Interview Series: Four Questions With … Stephen Thomas

Happy New Year and welcome to the 6th interview in our series of chats with interesting folks in the “connected systems” space.  This month we are sitting down with Stephen Thomas who is a blogger, MVP, and the creator/owner of the popular site.  Stephen has been instrumental in building up the online support community for BizTalk Server and also disseminating the ideas of the many BizTalk bloggers through his aggregate feed.

Q: You’ve been blogging about BizTalk for eons, and I’d be willing to bet that you regularly receive questions on posts that you barely remember writing or have no idea of the reason you wrote it.  What are the more common types of questions you receive through your blog, and what does that tell you about the folks trying to understand more about BizTalk by searching the Net?

A:  A main purpose of starting the forums on was to reduce the number of questions I received via email.  Since I started the forums a few years ago, I get very few questions via email anymore.  The most common question I do receive is “How do I learn BizTalk?”  I think this question is a sign of new people starting to work with the product.  BizTalk is a large product and can sometimes be hard to decide what to start with first.  I always point people to the MSDN Virtual Labs.

Q: What’s a pattern you’ve implemented in BizTalk that you always return to, and what’s a pattern that you’ve tried and decided that you don’t like?

A: Typically I find the need to interact with SQL using BizTalk.  In the past, I have always put as much logic as possible into helper .net components and access SQL using Enterprise Library.  I have used this approach on many projects and it always proves to be easier to test and build out then working with the SQL Adapter.  I try to avoid using Convoys due to the potential of zombies and document reprocessing complications.

Q: You’ve recently posted a series of videos and screenshots of Dublin, Olso and WF 4.0.  In your opinion, how should typical BizTalk developers and architects view these tools and what use cases should we start transitioning from “use BizTalk” to “use Dublin/Oslo/WF”?

A:  Right now, I see Dublin and WF 4.0 having an impact in the near term.  I see the greatest use of these for scenarios that currently could use Workflow but have chosen BizTalk because of the lack of a hosting environment.  These are usually process controller or internal processing type scenarios.  I also see Dublin winning for in-house, non-integration scenarios and lower latency.  I will always foresee and recommend BizTalk for true integration scenarios across boundaries and for scenarios that leverage the adapters.  Also, the mapping story is better and easer in BizTalk so anything with lots of maps will be easer inside BizTalk.

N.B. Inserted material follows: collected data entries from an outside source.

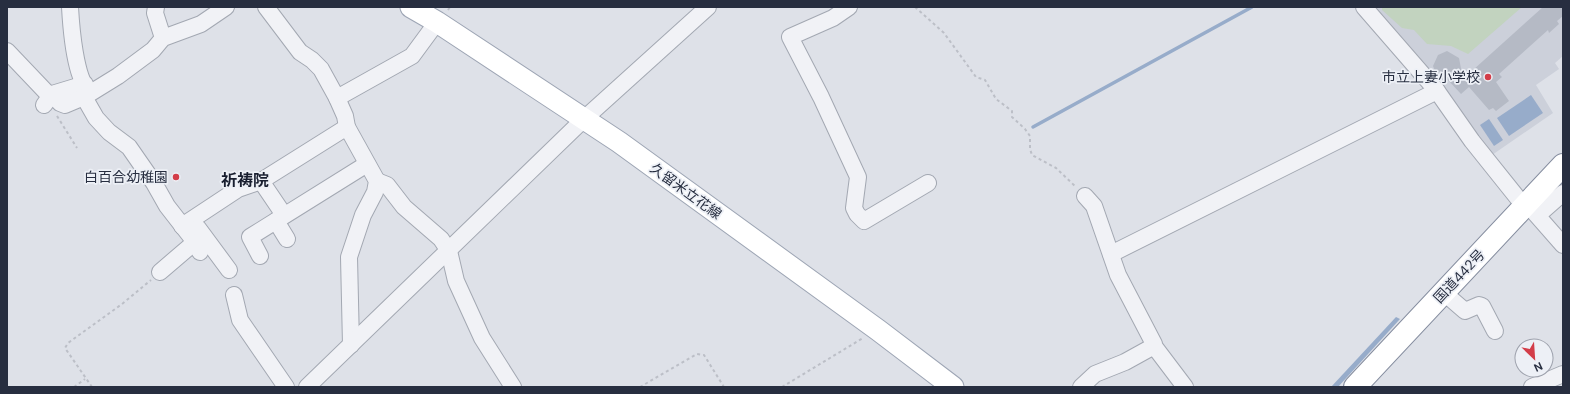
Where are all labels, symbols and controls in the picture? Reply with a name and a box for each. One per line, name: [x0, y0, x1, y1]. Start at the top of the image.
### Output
place label: 市立上妻小学校: [1382, 68, 1480, 86]
marker: 市立上妻小学校: [1483, 72, 1493, 82]
street label: 久留米立花線: [647, 159, 725, 223]
place label: 白百合幼稚園: [84, 168, 168, 186]
district label: 祈祷院: [221, 170, 269, 191]
marker: 白百合幼稚園: [171, 172, 181, 182]
street label: 国道442号: [1430, 245, 1488, 307]
north arrow: [1514, 338, 1554, 378]
text: N: [1532, 359, 1545, 375]

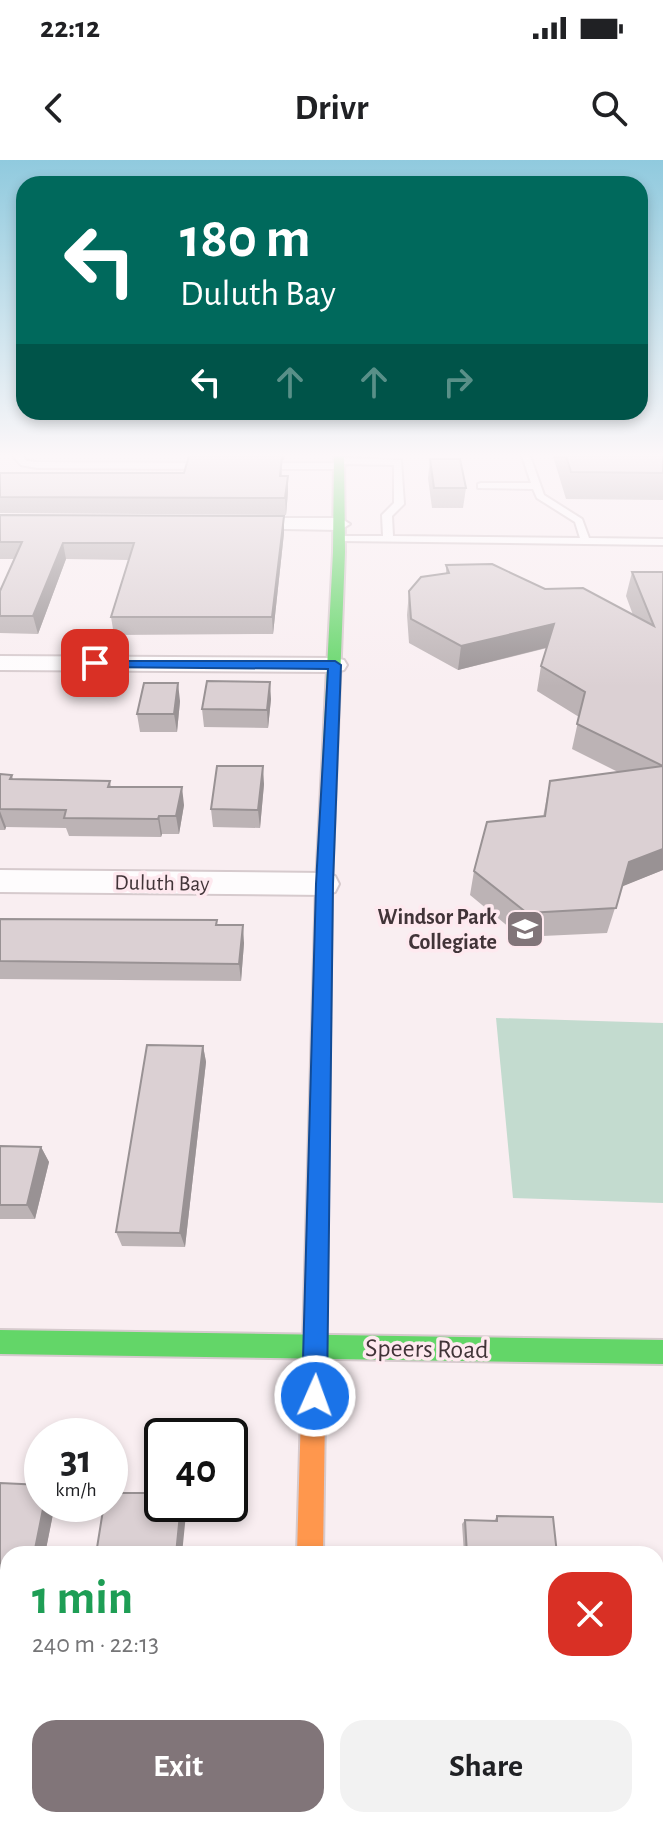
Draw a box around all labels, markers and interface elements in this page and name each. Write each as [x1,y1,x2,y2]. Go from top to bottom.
text: 22:12 [40,13,100,43]
icon: back [32,86,76,130]
icon: search [587,86,631,130]
text: Drivr [295,90,368,126]
icon: left [48,208,152,312]
text: 180 m [180,211,311,267]
text: Duluth Bay [180,276,336,312]
icon: left [184,360,228,404]
icon: ahead [268,360,312,404]
icon: ahead [352,360,396,404]
icon: right [436,360,480,404]
pin [61,629,129,697]
icon: arrive [73,641,117,685]
street label: Duluth Bay [114,871,210,895]
place label: Windsor Park Collegiate [378,906,497,953]
school or university icon: Windsor Park Collegiate [504,908,546,950]
street label: Speers Road [365,1335,489,1363]
position arrow [273,1354,357,1438]
speed limit sign: 40 [144,1418,248,1522]
text: 31 [60,1440,92,1480]
text: km/h [55,1480,97,1500]
button: close [548,1572,632,1656]
text: 1 min [32,1575,133,1623]
text: 240 m · 22:13 [32,1631,159,1657]
button: Exit [32,1720,324,1812]
button: Share [340,1720,632,1812]

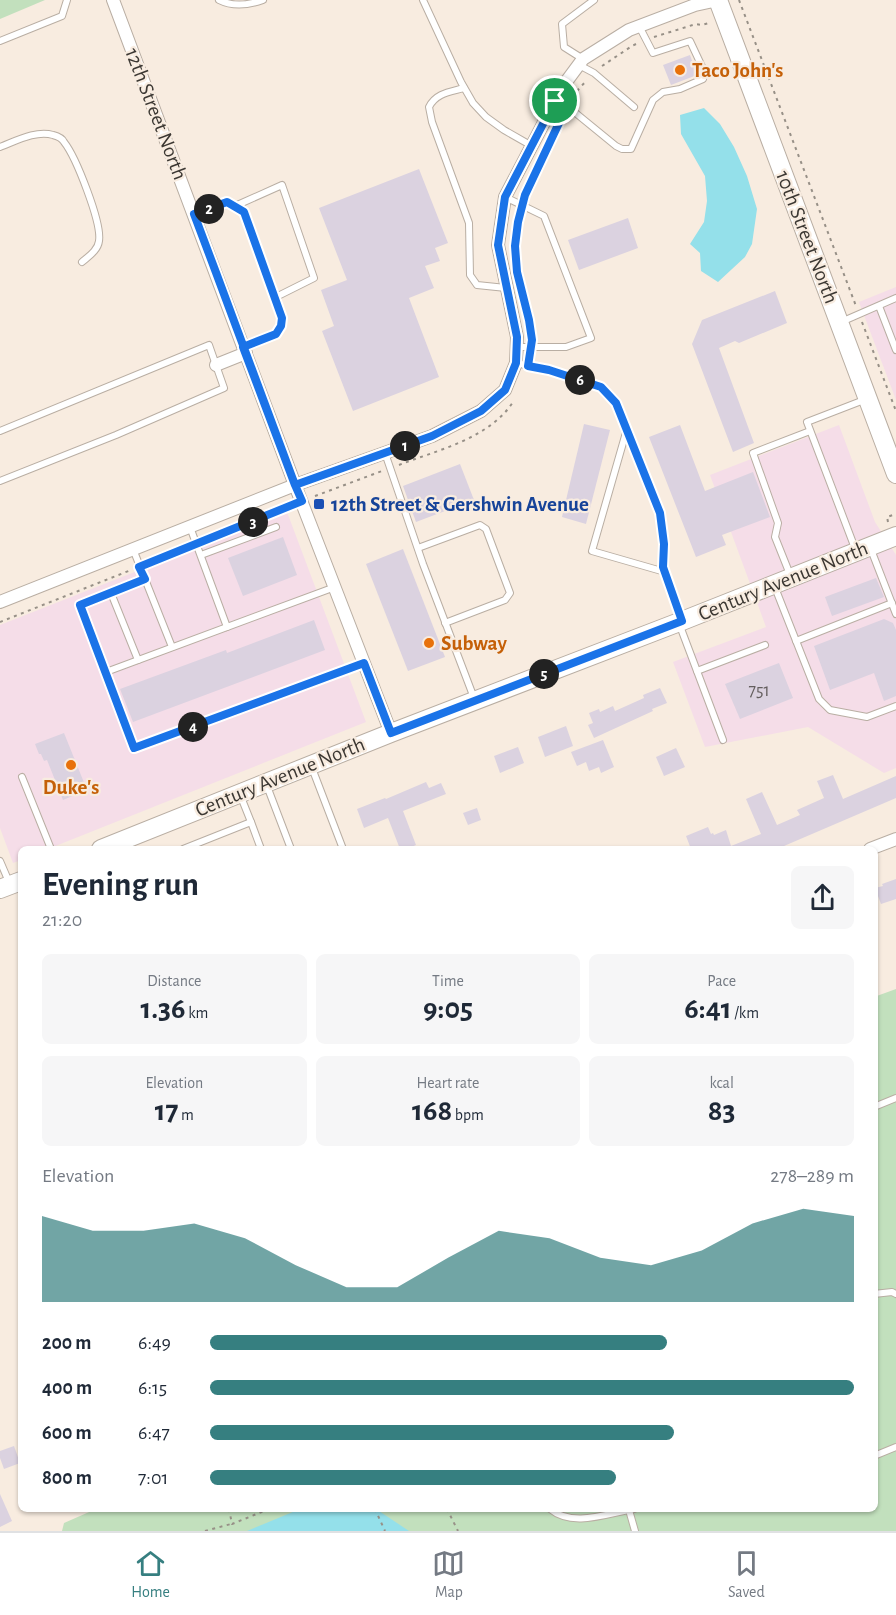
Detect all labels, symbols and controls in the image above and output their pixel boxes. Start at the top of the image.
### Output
street label: 12th Street North [121,45,191,183]
place label: Taco John's [692,60,783,81]
marker: Taco John's [673,63,687,77]
pin [529,75,580,126]
icon: arrive [538,84,571,117]
street label: 10th Street North [772,168,842,306]
pin: 2 [194,194,224,224]
text: 2 [205,201,213,217]
pin: 6 [565,365,595,395]
text: 6 [576,372,584,388]
pin: 1 [390,431,420,461]
text: 1 [402,438,408,454]
place label: 12th Street & Gershwin Avenue [331,494,589,515]
marker: 12th Street & Gershwin Avenue [312,497,326,511]
pin: 3 [238,507,268,537]
text: 3 [250,514,256,530]
street label: Century Avenue North [695,537,871,625]
place label: Subway [441,633,507,654]
marker: Subway [422,636,436,650]
pin: 5 [529,659,559,689]
text: 5 [541,666,547,682]
house number: 751 [748,682,770,700]
pin: 4 [178,712,208,742]
text: 4 [189,719,197,735]
street label: Century Avenue North [192,733,368,821]
marker: Duke's [64,758,78,772]
place label: Duke's [43,777,99,798]
button: share [791,866,854,929]
text: Evening run [42,869,199,902]
text: 21:20 [42,910,82,930]
text: Distance [147,973,201,989]
text: Time [432,973,464,989]
text: Pace [707,973,736,989]
text: 1.36 [140,994,186,1024]
text: 9:05 [423,994,473,1024]
text: 6:41 [684,994,732,1024]
text: km [186,1005,208,1021]
text: /km [732,1005,759,1021]
text: Elevation [145,1075,203,1091]
text: Heart rate [417,1075,479,1091]
text: kcal [709,1075,734,1091]
text: 17 [155,1096,178,1126]
text: 168 [412,1096,452,1126]
text: 83 [708,1096,736,1126]
text: m [178,1107,194,1123]
text: bpm [452,1107,484,1123]
text: Elevation [42,1166,114,1186]
text: 278–289 m [770,1166,854,1186]
text: 200 m [42,1333,91,1353]
text: 6:49 [138,1333,171,1353]
text: 400 m [42,1378,92,1398]
text: 6:15 [138,1378,167,1398]
text: 600 m [42,1423,92,1443]
text: 6:47 [138,1423,170,1443]
text: 800 m [42,1468,92,1488]
text: 7:01 [138,1468,168,1488]
tab: Home [131,1547,170,1602]
tab: Map [432,1547,465,1602]
tab: Saved [728,1547,765,1602]

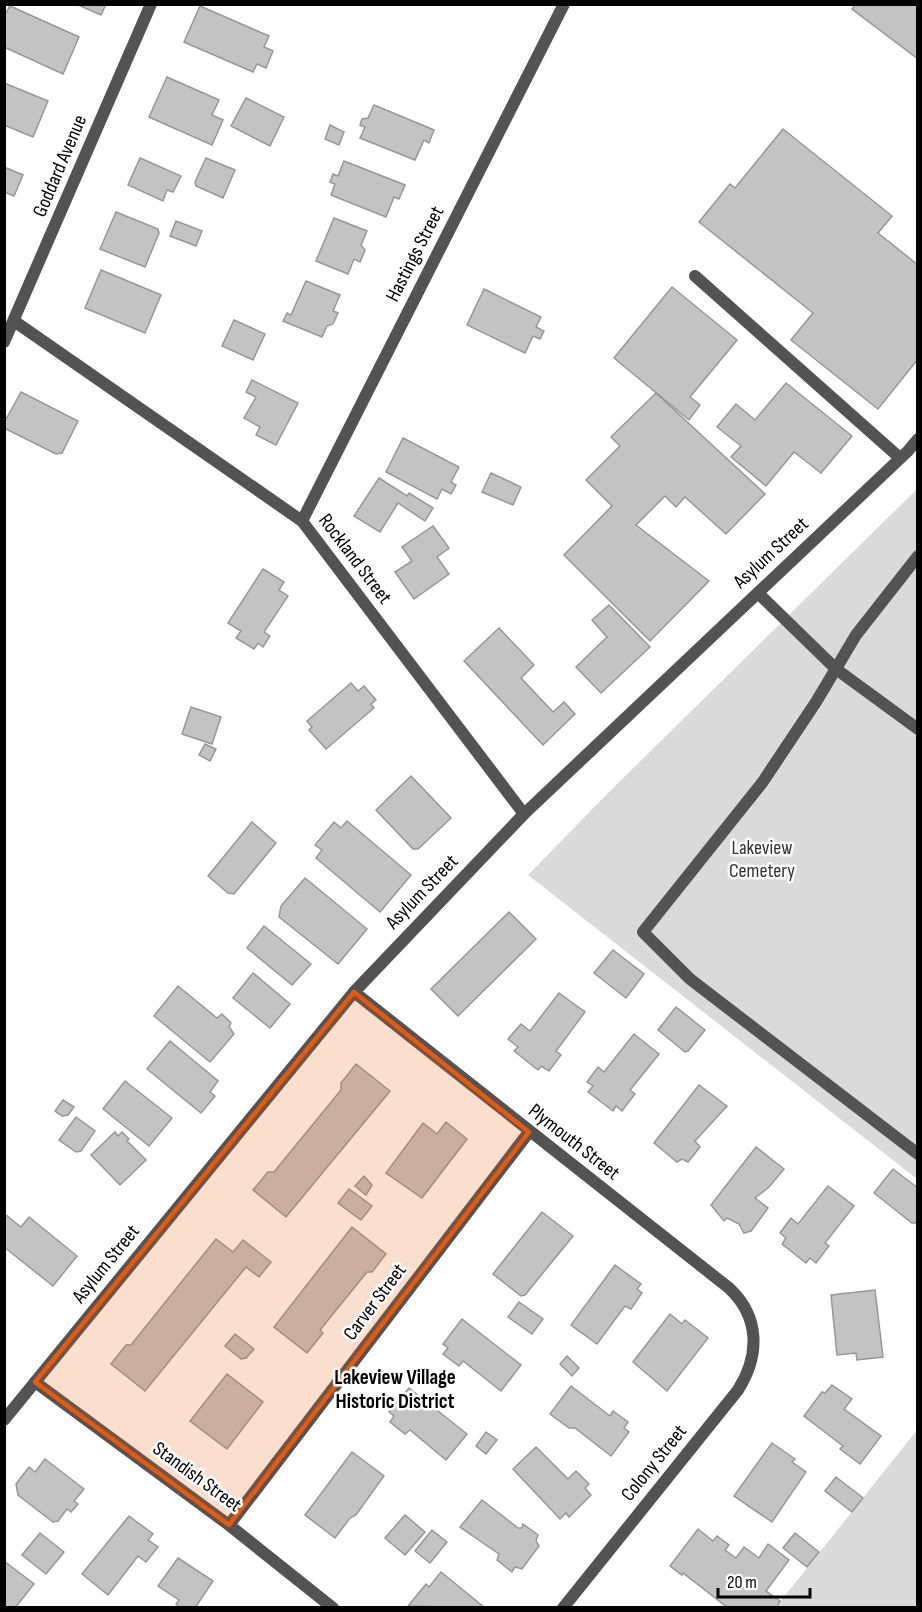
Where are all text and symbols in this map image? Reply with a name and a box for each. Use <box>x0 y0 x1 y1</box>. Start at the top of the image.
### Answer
street label: Goddard Avenue <box>28 111 92 221</box>
street label: Hastings Street <box>381 202 449 306</box>
street label: Rockland Street <box>313 509 397 609</box>
street label: Asylum Street <box>728 512 813 594</box>
park label: Lakeview Cemetery <box>729 836 795 883</box>
street label: Asylum Street <box>380 850 463 935</box>
street label: Plymouth Street <box>523 1099 625 1185</box>
street label: Asylum Street <box>67 1220 145 1309</box>
street label: Carver Street <box>338 1259 412 1345</box>
district label: Lakeview Village Historic District <box>334 1365 456 1414</box>
street label: Colony Street <box>616 1420 692 1506</box>
street label: Standish Street <box>148 1437 246 1517</box>
scale bar <box>718 1561 810 1599</box>
text: 20 m <box>727 1572 757 1593</box>

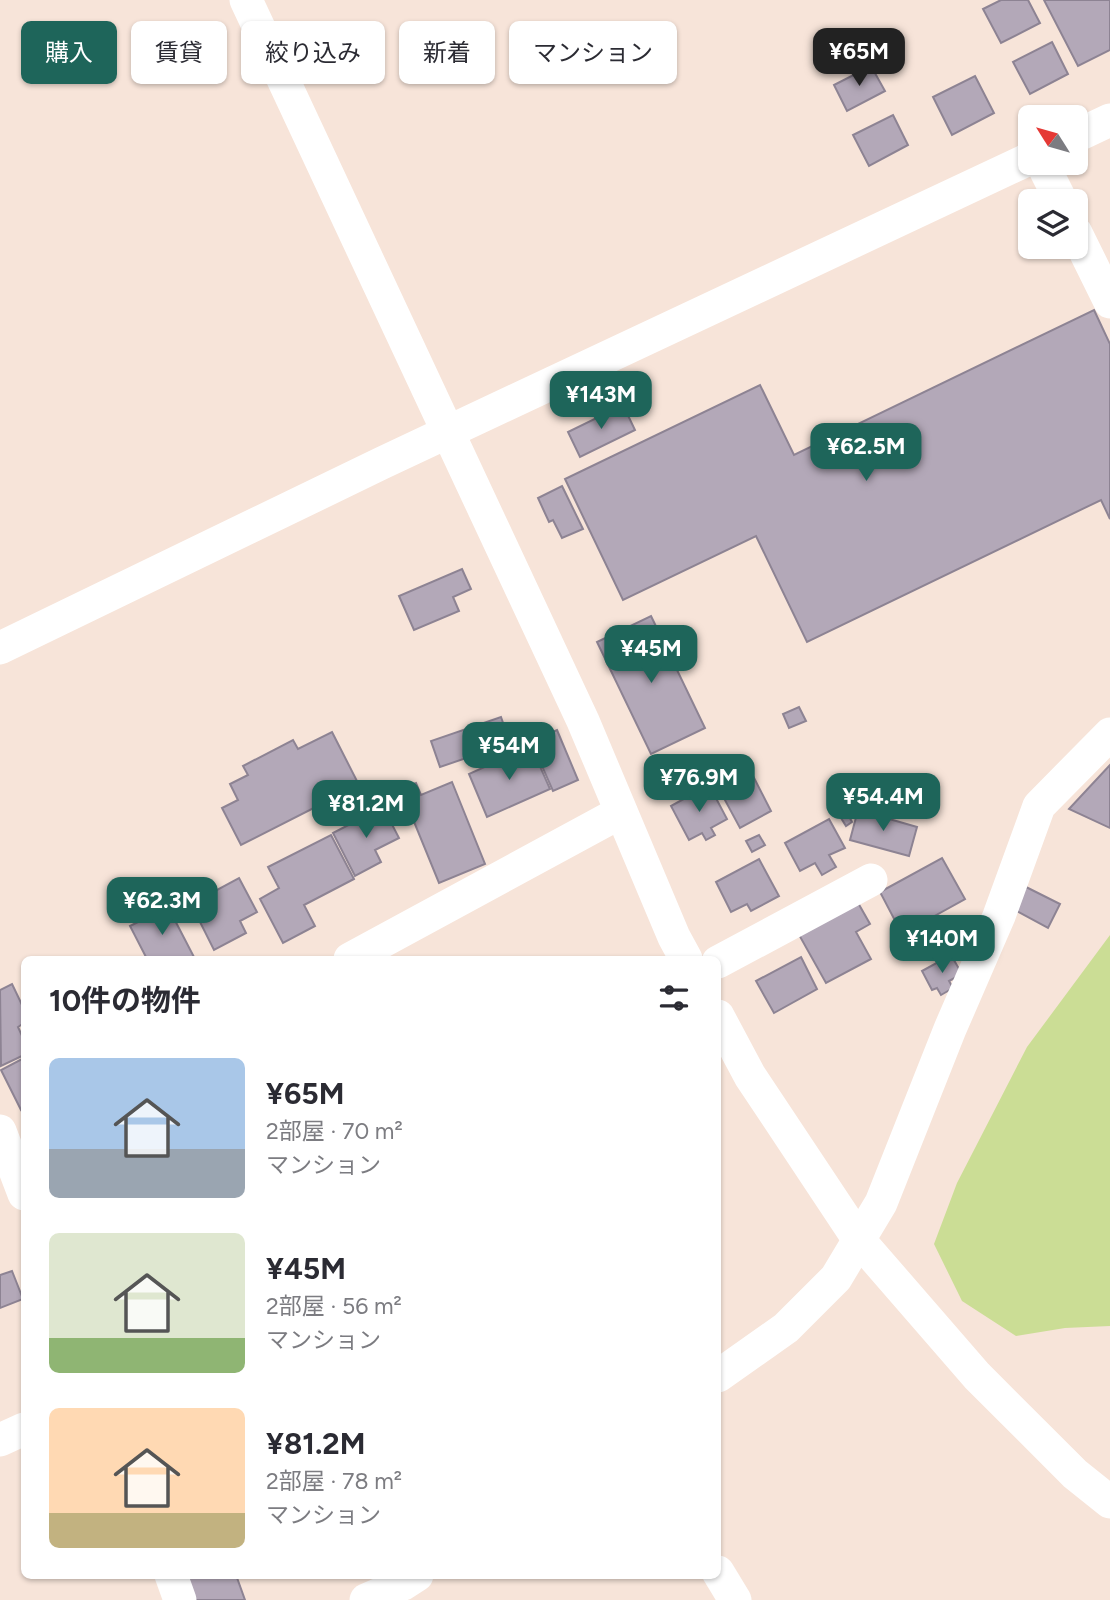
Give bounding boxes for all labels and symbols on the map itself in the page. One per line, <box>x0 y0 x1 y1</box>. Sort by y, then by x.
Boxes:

Q [stupid question]: We recently completed the Christmas season which means large feasts consisting of traditional holiday fare.  It’s inevitable that there is a particular food on the table that you consistently ignore because you don’t like it.  For instance, I have an uncontrollable “sweet potato gag reflex” that rears its ugly head during Thanksgiving and Christmas.  Tell us what holiday food you like best, and least.

A:  Since we do not have a big family and no one close to us, we typically travel someplace outside the US for the Holidays.  The past four years our Christmas dinners have been my favorite, pizza, while my wife goes for my least favorite food, steak.  I am a very picky eater so when we do have a large dinner I usually do not each much.

Thanks Stephen for sharing your technology thoughts and food preferences.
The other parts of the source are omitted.